1.3.2.2.2 Un motivo (símbolo: m) es una proposición en la que una acción (símbolo: a) se asocia predicativamente con un “carácter” (símbolo: c) (fórmula: m = c + a), y se expresa en lenguajes naturales por CUERDAS DE MOTIVOS, es decir, por oraciones que tienen la forma básica Nc + Va. “Semánticamente, las cadenas de motivos se expresan en términos del VOCABULARIO NARRATIVO BÁSICO; este vocabulario consta de dos listas de expresiones estandarizadas: (a) nombres de personajes, (b) términos de clase de acciones” (Dolezel, 1972:60). El nivel de estructura motivémica también tiene estatus metalingüístico.

1.3.2.2.3 La textura motivo pertenece, por otra parte, a la lengua objeto de lenguas particulares y se define como una oración narrativa de un texto narrativo; puede normalizarse por medio de “procedimientos de reescritura” específicos que son comparables a las cadenas de motivos (Dolezel, 1972: 60)62, de modo que los procedimientos descriptivos metalingüísticos pueden considerarse como elementos de una gramática universal con bastante independencia de sus realizaciones en expresiones pertenecientes a lenguas particulares.

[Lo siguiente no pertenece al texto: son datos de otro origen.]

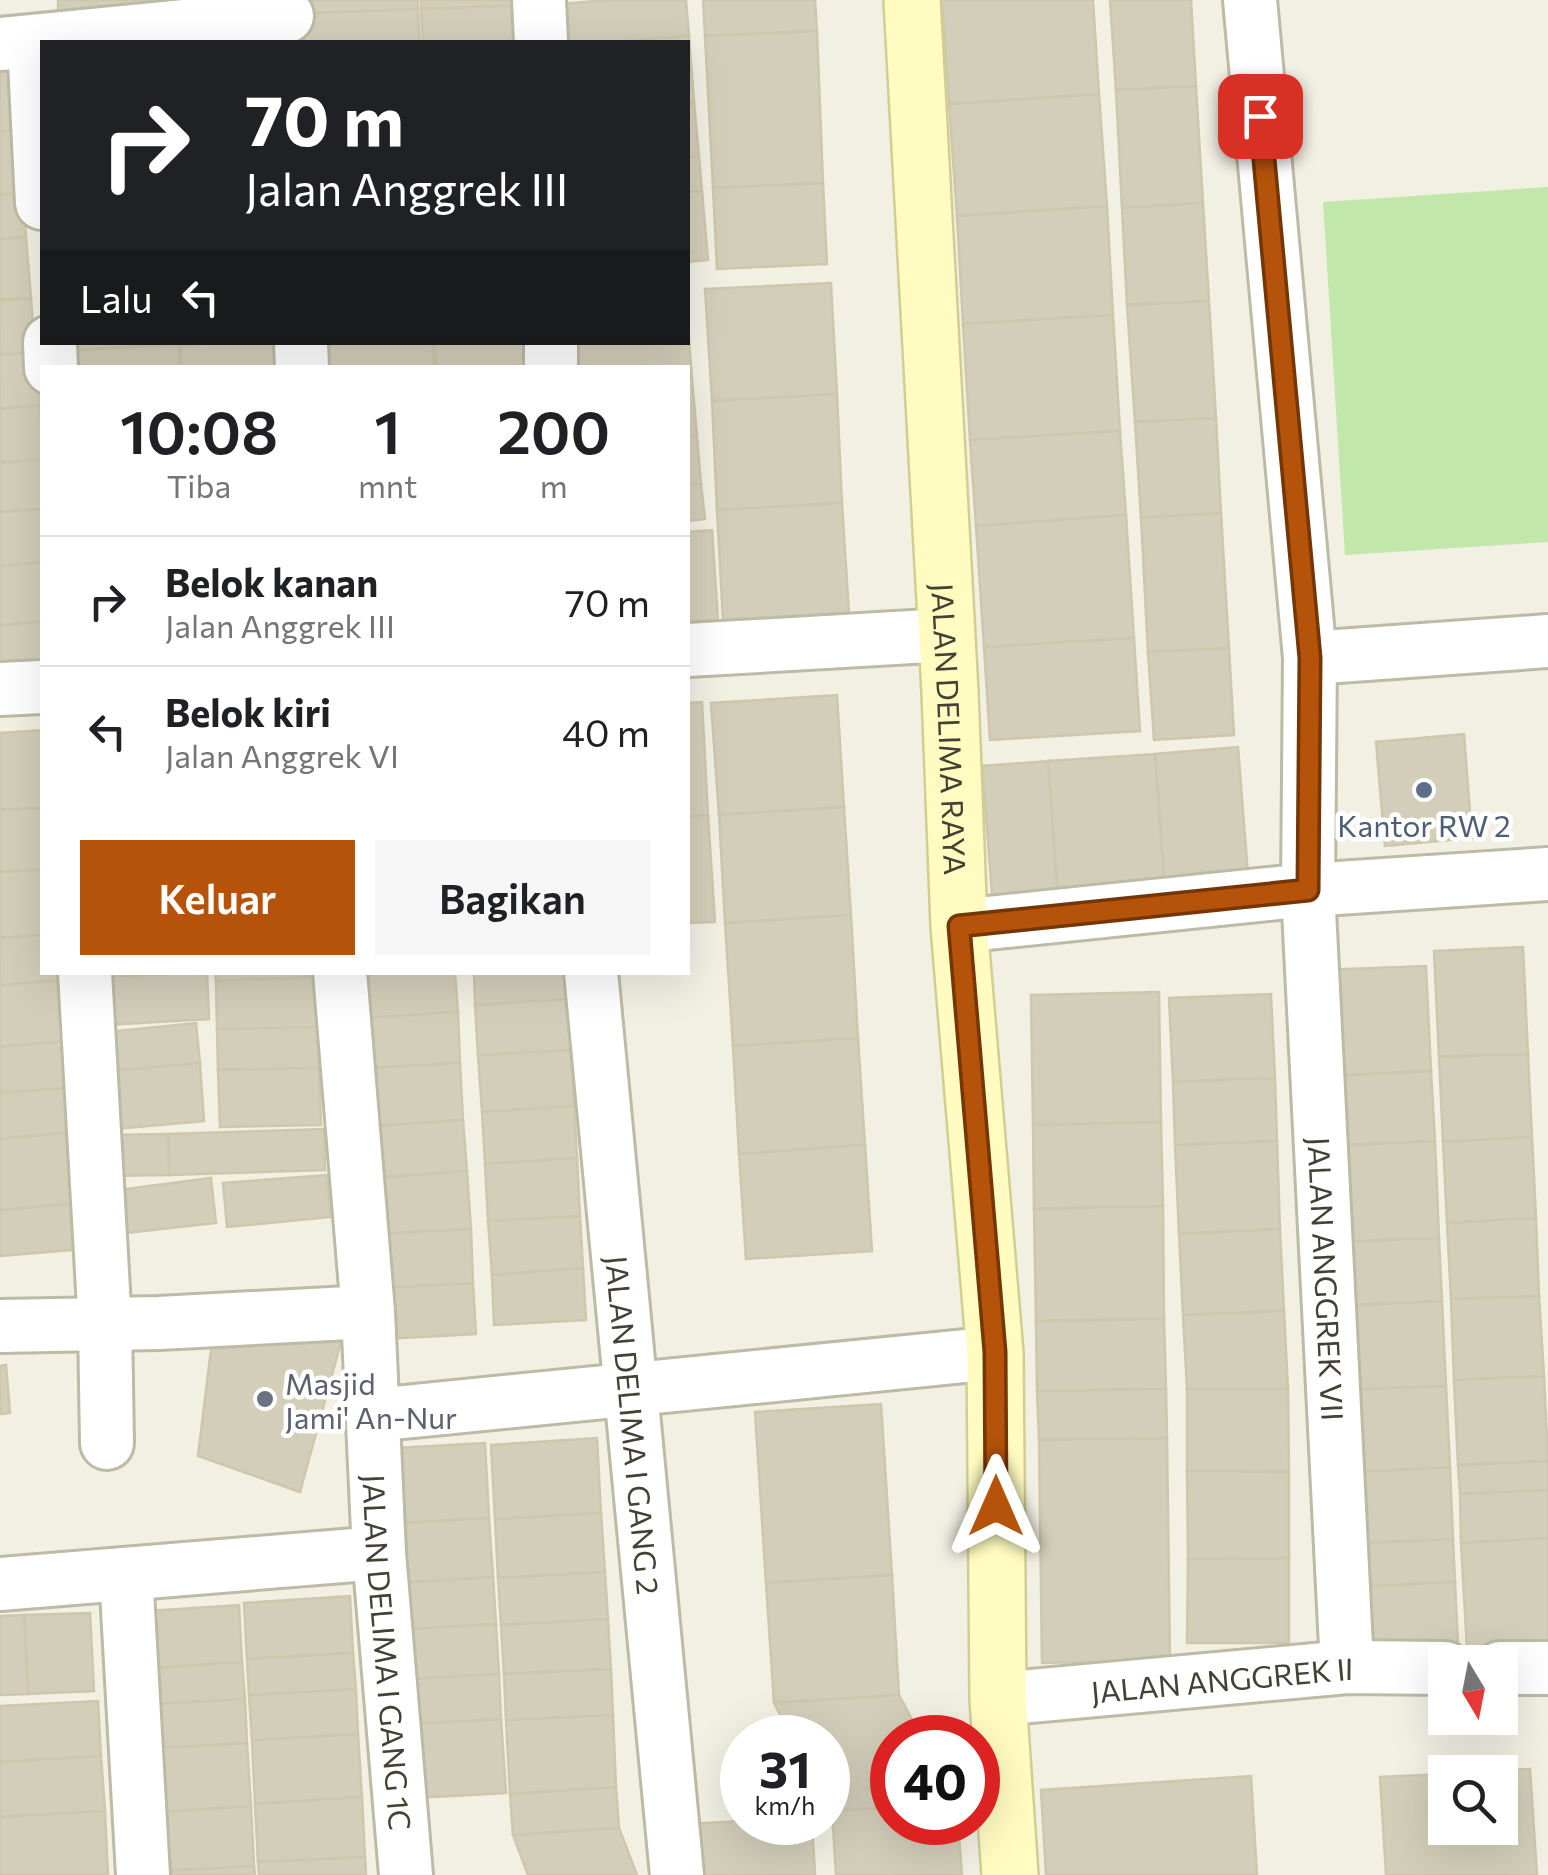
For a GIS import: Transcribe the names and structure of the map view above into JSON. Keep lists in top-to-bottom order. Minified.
{"streets":{"street":["JALAN DELIMA RAYA","JALAN ANGGREK VII","JALAN DELIMA I GANG 2","JALAN DELIMA I GANG 1C","JALAN ANGGREK II"]},"crossings":[["JALAN DELIMA RAYA","JALAN ANGGREK II"],["JALAN ANGGREK VII","JALAN ANGGREK II"]],"places":["Kantor RW 2","Masjid Jami' An-Nur"],"north":"bottom","page":{"turn":["70 m","Jalan Anggrek III"],"then":"Lalu","eta":["10:08","Tiba","1","mnt","200","m"],"list":[{"name":"Belok kanan","note":"Jalan Anggrek III","value":"70 m"},{"name":"Belok kiri","note":"Jalan Anggrek VI","value":"40 m"}],"buttons":["Keluar","Bagikan"],"speed":"31 km/h","limit":"40"}}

1.3.2.3 Dolezel se dedica sobre todo a la importante cuestión que planteábamos al principio sobre las relaciones entre estos tres niveles (1972:61). Entre un motivo y un (alo)motivo, existe una relación de especificación; es decir, un alomotivo especifica un motivo. Por ejemplo, el “carácter” maestro-rey-padre descrito anteriormente con respecto a las parábolas de Jesús (cf. supra sub 1.2.1) es en cada caso una especificación de un actante particular.

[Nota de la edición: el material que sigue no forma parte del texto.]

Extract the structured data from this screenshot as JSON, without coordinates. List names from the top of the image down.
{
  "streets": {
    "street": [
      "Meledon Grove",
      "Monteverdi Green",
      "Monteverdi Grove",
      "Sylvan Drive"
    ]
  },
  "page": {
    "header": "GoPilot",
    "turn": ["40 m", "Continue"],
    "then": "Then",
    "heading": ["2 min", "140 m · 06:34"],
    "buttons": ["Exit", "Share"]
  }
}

Entre el alomotivo y la textura hay una relación de verbalización; es decir, sólo en la textura de un lenguaje particular se expresan verbalmente las estructuras metalingüísticas de motivo y (alo)motivo. Para entender el estudio de la narrativa estructural moderna, es de decisiva importancia que los elementos de verbalización no estén asociados en una proporción uno a uno con los elementos de especificación; más bien nos enfrentamos a una inconformidad o no linealidad: los motivos y sus especificaciones (alomotivos) pueden verbalizarse en diferentes lenguajes particulares por medio de elementos de expresión más amplios completamente diferentes.